Meche y el ‘empate catastrófico’ de los ‘atrincherados’

Mercedes Aráoz, la actual vicepresidenta y congresista de la República, resaltó esta semana que “todo político que se considere demócrata debe respetar las reglas de la Constitución”.

Midiendo la tensión entre los poderes constituidos que han relegado los consensos por una ‘guerrita’ política y de posiciones a veces ridícula e infantil, la vicepresidenta añade que “defenderá la democracia” ante los riesgos del autoritarismo y el populismo. ¿Qué plantea? Pues un pacto de gobernabilidad que ponga al Perú, y sus problemas irresueltos, en la agenda prioritaria.

Este pacto no solo buscaría acuerdos efectivos en pro del crecimiento económico –hoy ralentizado– y el cese de la confrontación política, sino además la culminación del mandato del presidente y los parlamentarios electos hasta el 2021. Así, Aráoz rechaza la vacancia del líder del Ejecutivo, y la disolución del cuerpo Legislativo. En su perspectiva ambos contextos serían resultantes de una enorme imprudencia política con serios efectos económicos, jurídicos e institucionales.

Su estimado no es irreal o absurdo como algunos quieren verlo. En última medición [21/08/2019. Instituto de Estudios Peruanos. IEP], y ante la pregunta “¿Conciliación o confrontación?”, se detectó que un considerable 44% –dos puntos más que en julio– de encuestados cree que lo mejor para el país es que “el Congreso y el Gobierno tienen que ponerse de acuerdo y conciliar”. Que un diálogo operante funcione. Tenga tracción.

Con una opinión pública cada vez más consciente de esta necesidad que aleje los riesgos de los embates antiinstitucionales, los actores políticos ‘atrincherados’ tendrían que verse obligados a concretar entendimientos razonables; a modificar la contrapolítica del bombardeo que dominó tóxicamente las circunstancias. Difícil, pero no imposible.

La vicepresidenta no anhela ser presidenta como se le intenta encajar. Pide más bien, y con firmeza, el cumplimiento del mandato presidencial y del congresal. Hasta el 2021. Esto de acuerdo a lo decretado por las urnas en 2016. Pide abandonar la idea de forzar calendarios electorales –y de resultados impredecibles–. Parece además preocuparle el cierto influjo de los antisistema que hoy apuestan tácticamente por el ‘voto popular’ –además de violencias dosificadas– dentro de una democracia inadvertida. La famosa ‘conflictividad social’ liderada incluso por algunos extremistas electos ha ido mostrando la poca cautela de los sectores políticos prosistema distraídos en la polarización permanente. Un choque que nutrió una gobernabilidad suicida, la más de las veces provocada, incitada por el cálculo, el artificio y el juego de poder.

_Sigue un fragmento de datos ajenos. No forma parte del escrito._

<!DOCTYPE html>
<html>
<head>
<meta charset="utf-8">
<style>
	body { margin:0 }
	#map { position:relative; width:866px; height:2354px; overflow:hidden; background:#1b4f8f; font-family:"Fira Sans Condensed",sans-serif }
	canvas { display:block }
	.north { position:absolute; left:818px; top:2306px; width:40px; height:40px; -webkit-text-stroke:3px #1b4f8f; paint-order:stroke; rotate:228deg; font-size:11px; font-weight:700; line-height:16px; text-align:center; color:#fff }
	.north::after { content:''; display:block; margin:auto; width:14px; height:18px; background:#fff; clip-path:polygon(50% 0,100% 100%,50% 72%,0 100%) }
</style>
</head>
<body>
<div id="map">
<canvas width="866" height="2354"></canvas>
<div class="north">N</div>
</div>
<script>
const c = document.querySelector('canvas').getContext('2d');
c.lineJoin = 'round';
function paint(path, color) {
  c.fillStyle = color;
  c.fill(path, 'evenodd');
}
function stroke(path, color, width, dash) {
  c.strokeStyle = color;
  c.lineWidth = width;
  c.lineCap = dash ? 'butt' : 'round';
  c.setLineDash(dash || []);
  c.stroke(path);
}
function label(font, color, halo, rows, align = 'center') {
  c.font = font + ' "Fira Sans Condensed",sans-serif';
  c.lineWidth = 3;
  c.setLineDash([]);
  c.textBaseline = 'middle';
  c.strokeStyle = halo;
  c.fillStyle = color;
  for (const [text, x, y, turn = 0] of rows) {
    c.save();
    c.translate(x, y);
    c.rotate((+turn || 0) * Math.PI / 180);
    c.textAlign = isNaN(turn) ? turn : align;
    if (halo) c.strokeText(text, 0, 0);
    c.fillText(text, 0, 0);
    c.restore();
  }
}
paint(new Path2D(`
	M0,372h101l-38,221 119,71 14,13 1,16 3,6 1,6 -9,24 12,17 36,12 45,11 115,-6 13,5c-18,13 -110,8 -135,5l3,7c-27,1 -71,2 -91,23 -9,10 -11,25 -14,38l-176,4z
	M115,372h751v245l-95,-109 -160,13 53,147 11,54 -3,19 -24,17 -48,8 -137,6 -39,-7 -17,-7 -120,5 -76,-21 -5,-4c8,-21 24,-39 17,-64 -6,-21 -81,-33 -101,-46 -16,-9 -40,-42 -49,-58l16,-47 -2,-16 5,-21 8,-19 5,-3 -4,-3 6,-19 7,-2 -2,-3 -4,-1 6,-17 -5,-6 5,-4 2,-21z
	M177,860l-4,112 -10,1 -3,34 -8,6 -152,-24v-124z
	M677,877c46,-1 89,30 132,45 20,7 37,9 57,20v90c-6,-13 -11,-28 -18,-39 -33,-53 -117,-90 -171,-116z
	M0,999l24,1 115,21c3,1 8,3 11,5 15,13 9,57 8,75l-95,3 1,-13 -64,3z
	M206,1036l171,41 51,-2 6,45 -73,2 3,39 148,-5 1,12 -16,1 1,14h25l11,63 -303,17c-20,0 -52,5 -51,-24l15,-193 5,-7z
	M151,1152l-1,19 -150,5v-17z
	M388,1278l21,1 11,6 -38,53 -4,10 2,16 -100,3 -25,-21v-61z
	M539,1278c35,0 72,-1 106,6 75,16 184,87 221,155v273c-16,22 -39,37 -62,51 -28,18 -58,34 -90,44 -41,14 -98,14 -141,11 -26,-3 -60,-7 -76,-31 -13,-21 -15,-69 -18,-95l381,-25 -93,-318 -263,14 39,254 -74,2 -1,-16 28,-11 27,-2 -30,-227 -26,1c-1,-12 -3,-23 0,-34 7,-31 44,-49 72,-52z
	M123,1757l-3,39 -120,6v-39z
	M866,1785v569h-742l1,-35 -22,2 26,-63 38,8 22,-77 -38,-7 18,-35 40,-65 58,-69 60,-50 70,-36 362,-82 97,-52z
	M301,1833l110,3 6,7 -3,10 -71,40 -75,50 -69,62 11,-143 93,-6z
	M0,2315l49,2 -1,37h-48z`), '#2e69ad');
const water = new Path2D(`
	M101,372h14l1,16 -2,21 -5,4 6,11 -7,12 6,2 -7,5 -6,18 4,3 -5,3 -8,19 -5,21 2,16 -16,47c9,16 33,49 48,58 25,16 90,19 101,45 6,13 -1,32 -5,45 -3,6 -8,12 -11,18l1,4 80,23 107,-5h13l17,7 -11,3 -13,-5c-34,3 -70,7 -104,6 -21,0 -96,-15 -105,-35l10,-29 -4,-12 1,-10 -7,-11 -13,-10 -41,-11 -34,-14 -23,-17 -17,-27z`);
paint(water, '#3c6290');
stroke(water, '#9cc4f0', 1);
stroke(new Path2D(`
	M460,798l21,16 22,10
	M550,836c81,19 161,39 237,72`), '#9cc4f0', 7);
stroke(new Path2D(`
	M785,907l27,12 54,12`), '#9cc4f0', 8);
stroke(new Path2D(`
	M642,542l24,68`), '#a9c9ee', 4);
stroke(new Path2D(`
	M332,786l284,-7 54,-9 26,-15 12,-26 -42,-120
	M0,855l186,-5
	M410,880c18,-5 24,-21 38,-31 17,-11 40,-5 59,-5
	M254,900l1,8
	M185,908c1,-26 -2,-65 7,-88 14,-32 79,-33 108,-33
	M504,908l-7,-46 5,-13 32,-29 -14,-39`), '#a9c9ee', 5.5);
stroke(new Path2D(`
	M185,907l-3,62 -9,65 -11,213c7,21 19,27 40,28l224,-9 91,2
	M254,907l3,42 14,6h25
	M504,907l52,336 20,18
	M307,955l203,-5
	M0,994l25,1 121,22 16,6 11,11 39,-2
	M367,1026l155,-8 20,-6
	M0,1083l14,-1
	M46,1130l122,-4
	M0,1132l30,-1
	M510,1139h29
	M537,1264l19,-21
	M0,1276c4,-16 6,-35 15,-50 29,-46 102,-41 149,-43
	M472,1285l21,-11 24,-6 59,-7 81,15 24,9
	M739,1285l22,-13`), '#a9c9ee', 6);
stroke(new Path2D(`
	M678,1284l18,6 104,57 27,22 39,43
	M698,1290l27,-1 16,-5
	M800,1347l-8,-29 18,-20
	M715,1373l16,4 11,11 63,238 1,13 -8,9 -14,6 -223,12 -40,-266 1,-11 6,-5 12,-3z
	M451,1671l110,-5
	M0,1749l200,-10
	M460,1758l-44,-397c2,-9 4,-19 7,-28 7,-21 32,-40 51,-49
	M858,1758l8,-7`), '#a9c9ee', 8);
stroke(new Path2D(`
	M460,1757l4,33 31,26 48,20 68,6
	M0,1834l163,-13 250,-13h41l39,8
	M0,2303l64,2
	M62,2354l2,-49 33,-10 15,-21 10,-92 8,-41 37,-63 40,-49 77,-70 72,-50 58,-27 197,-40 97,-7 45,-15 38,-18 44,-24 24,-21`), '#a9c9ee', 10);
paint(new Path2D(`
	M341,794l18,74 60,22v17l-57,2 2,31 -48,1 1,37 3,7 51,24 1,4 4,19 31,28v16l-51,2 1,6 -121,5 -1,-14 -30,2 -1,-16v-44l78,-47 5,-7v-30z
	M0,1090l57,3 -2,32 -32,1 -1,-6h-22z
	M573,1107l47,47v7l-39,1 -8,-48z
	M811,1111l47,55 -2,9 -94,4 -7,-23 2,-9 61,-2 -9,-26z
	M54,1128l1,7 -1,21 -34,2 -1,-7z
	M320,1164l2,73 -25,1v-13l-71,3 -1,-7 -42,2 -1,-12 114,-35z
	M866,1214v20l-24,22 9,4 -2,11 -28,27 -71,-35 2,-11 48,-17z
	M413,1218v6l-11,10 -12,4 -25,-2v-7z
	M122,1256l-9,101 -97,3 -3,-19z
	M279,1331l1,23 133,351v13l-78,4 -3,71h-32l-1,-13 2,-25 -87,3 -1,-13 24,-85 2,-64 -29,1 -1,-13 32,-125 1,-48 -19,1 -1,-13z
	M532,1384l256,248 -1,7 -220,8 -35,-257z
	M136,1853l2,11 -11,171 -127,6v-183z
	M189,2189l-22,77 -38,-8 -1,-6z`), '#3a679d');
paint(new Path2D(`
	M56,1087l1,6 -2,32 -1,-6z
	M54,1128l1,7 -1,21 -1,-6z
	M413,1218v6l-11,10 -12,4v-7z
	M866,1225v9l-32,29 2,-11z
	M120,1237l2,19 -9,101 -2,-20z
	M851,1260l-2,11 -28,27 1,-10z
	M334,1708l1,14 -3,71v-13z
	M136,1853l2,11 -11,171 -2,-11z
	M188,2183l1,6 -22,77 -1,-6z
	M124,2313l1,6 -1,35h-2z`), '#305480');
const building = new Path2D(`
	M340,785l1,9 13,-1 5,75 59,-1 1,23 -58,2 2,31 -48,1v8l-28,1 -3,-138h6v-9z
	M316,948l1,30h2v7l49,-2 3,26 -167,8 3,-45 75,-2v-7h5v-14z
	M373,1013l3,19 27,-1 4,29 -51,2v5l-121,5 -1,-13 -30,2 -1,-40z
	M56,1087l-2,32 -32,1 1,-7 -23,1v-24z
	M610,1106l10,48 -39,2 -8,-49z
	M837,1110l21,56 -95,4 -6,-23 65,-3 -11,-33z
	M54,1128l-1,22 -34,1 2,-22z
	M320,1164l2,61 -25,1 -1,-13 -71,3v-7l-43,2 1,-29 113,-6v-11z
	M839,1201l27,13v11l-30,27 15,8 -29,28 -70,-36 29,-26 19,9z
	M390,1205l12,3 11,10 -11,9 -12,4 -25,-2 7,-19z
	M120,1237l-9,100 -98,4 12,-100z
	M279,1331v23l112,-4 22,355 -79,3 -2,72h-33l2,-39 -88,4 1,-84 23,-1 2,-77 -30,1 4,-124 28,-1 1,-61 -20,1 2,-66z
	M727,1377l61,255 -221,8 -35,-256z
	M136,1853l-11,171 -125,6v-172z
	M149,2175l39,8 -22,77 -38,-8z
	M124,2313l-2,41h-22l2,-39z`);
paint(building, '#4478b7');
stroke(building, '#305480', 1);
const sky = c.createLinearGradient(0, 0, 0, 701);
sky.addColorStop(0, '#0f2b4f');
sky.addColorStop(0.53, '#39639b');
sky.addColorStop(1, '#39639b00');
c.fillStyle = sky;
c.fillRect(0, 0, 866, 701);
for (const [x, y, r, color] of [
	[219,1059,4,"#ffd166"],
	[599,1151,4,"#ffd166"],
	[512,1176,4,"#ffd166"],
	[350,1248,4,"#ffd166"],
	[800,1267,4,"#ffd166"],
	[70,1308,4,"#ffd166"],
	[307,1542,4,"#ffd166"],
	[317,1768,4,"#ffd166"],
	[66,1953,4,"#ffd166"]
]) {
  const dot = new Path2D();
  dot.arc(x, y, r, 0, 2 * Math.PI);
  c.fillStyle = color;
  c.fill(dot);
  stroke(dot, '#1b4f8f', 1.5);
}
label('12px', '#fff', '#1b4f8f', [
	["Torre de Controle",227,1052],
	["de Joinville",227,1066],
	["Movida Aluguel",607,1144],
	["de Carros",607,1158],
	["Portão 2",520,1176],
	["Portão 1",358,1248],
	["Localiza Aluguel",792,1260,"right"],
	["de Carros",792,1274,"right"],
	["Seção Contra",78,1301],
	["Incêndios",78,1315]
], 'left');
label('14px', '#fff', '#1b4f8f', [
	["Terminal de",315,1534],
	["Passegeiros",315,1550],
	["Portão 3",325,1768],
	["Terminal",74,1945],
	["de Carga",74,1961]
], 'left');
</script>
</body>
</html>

La también congresista Aráoz –la segunda más votada en 2016– parece no hacer eco de la interpretación absoluta de la coyuntura como un ‘empate catastrófico’ [una figura que se mal usó para analizar en Venezuela el supuesto ‘empate’ entre los criminales en el poder y las oposiciones que le hacen frente y ‘se ven obligadas’ a ‘dialogar’] que alimenta de forma caprichosa el ‘¡Que se vayan todos!’. Su mensaje parece ir más bien en advertir que aquí se apuntalaron en realidad conflictos estimulados artificialmente. Tensiones dominantes que en la mayoría de los casos no debieron escalar hacia posiciones irreversibles para su distensión o solución. Interpretando su enfoque, y dejando de lado la óptica del ‘empate’ guerrerista de los ‘atrincherados’, lo que cabe e impone la prudencia política es la obligación de acuerdos para gobernar ejecutiva y legislativamente respetando la institucionalidad. Con lealtad al país.

“Ver la política como un conflicto [incesante] es un error… [llegar a] tener consensos, eso es hacer buena política”, recalca Mercedes Aráoz no con poca razón.